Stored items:
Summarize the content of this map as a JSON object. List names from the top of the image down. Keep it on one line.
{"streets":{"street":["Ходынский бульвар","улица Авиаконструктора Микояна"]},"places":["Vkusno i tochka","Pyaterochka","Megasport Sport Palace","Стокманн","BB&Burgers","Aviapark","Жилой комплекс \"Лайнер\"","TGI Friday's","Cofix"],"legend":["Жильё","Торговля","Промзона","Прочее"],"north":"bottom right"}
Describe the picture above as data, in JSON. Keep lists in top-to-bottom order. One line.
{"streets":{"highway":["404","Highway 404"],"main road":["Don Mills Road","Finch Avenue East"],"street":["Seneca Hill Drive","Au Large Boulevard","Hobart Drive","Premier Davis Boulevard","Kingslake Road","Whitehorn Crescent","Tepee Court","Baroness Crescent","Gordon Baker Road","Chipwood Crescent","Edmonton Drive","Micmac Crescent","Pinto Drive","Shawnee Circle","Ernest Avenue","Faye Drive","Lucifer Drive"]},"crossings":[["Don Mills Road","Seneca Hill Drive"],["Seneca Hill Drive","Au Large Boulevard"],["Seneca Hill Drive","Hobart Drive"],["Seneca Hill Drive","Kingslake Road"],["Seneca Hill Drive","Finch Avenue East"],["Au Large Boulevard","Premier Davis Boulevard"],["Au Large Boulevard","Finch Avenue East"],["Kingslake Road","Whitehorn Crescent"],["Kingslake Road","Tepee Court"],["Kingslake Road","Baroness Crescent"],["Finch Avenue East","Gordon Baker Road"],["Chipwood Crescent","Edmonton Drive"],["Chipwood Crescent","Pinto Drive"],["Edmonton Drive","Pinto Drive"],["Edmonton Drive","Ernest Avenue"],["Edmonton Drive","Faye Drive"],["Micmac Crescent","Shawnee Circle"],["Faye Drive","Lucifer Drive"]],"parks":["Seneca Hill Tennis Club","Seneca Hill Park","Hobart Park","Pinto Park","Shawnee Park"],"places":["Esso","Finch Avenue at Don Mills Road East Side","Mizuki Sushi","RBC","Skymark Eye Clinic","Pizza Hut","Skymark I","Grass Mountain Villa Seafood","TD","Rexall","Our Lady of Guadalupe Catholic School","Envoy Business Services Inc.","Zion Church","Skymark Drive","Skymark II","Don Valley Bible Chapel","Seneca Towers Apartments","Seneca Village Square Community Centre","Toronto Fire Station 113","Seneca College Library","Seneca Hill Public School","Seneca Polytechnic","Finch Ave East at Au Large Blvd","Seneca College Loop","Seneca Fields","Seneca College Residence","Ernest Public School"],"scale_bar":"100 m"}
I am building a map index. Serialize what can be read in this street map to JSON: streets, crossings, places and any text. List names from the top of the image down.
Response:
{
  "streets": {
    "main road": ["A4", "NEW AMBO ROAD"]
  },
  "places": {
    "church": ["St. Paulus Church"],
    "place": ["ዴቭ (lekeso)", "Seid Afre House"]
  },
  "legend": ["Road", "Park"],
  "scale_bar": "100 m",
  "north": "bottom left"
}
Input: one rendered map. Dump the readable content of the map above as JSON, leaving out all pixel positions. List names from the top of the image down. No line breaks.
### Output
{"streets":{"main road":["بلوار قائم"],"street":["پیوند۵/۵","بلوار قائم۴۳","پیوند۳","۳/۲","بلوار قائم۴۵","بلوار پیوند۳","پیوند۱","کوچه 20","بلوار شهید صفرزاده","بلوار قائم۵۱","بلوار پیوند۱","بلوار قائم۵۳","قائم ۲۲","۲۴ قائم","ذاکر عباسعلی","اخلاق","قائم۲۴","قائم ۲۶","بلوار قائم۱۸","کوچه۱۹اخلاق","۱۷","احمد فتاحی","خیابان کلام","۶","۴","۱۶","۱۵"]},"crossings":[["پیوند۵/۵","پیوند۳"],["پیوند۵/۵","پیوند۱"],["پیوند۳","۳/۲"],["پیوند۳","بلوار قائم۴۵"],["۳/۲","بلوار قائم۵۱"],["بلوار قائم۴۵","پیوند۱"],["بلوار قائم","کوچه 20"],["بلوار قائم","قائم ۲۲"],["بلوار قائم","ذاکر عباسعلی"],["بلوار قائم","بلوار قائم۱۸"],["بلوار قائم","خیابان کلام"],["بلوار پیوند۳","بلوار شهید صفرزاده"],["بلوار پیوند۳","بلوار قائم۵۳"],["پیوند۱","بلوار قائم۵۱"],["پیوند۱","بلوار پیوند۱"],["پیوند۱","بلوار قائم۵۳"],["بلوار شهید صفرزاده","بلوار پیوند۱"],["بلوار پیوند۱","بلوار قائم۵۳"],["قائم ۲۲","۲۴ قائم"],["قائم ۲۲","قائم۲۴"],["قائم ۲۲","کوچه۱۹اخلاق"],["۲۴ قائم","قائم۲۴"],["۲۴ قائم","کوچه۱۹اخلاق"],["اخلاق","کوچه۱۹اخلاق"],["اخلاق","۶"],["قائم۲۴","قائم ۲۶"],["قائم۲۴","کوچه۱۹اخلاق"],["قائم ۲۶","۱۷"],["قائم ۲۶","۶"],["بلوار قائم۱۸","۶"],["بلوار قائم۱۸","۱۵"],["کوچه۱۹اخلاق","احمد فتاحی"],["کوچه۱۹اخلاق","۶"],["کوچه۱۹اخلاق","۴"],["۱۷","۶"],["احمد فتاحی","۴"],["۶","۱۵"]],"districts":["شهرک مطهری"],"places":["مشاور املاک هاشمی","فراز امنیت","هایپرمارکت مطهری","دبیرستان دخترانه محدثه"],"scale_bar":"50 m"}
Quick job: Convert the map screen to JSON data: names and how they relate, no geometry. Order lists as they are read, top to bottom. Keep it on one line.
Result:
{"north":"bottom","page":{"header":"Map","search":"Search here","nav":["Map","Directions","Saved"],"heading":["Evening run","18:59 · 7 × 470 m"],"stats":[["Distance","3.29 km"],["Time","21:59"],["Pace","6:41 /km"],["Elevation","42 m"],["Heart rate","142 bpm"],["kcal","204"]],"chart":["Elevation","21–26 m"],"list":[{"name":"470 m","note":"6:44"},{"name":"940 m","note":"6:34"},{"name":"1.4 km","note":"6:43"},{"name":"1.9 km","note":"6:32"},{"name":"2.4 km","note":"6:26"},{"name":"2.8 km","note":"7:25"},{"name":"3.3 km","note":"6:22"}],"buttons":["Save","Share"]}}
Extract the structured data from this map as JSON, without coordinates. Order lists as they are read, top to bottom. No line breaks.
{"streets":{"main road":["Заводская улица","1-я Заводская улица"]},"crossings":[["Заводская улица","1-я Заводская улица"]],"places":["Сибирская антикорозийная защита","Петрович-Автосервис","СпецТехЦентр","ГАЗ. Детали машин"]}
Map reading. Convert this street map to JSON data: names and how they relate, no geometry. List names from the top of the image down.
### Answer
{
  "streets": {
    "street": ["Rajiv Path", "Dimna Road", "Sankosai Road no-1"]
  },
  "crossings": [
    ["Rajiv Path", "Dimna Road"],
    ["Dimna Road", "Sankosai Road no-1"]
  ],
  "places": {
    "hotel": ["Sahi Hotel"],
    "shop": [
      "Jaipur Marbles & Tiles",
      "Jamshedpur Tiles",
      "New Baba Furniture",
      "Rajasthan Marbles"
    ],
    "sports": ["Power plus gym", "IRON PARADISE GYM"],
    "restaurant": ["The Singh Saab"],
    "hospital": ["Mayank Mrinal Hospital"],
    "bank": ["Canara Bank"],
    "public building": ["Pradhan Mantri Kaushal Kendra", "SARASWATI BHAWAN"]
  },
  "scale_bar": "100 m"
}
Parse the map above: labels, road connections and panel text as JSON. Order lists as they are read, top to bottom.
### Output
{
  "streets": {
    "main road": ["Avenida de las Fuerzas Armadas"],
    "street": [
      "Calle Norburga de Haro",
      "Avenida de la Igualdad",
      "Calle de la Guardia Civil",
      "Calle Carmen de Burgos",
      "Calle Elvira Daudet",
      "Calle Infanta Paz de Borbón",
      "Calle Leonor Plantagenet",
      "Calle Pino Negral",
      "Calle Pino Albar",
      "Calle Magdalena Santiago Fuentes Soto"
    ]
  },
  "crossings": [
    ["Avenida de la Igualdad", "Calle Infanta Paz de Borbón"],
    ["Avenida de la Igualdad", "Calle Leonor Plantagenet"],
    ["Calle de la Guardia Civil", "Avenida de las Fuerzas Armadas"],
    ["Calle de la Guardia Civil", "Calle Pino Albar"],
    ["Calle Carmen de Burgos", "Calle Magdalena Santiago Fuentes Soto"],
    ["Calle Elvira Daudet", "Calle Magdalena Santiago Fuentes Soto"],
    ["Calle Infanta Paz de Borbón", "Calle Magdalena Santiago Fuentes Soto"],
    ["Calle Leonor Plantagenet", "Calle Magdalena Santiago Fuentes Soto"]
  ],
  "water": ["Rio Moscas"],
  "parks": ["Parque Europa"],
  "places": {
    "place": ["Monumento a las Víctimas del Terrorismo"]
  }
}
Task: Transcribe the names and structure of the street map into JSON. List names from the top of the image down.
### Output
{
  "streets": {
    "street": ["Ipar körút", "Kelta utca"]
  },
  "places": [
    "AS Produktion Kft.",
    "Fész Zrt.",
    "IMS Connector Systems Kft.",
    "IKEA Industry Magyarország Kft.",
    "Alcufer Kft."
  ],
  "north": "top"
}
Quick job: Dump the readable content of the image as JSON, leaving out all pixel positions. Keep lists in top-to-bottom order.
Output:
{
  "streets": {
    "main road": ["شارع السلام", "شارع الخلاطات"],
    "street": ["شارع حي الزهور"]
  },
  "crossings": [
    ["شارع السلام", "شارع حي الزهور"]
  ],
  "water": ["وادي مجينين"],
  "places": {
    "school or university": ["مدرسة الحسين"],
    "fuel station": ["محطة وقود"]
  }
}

-- Work order --
Copy the records above exactly, beginning at the line that contains "Map reading. Convert" and stopping after the line that contains "Parse the map".

-- Problem solution --
Map reading. Convert this street map to JSON data: names and how they relate, no geometry. List names from the top of the image down.
### Answer
{
  "streets": {
    "street": ["Rajiv Path", "Dimna Road", "Sankosai Road no-1"]
  },
  "crossings": [
    ["Rajiv Path", "Dimna Road"],
    ["Dimna Road", "Sankosai Road no-1"]
  ],
  "places": {
    "hotel": ["Sahi Hotel"],
    "shop": [
      "Jaipur Marbles & Tiles",
      "Jamshedpur Tiles",
      "New Baba Furniture",
      "Rajasthan Marbles"
    ],
    "sports": ["Power plus gym", "IRON PARADISE GYM"],
    "restaurant": ["The Singh Saab"],
    "hospital": ["Mayank Mrinal Hospital"],
    "bank": ["Canara Bank"],
    "public building": ["Pradhan Mantri Kaushal Kendra", "SARASWATI BHAWAN"]
  },
  "scale_bar": "100 m"
}
Parse the map above: labels, road connections and panel text as JSON. Order lists as they are read, top to bottom.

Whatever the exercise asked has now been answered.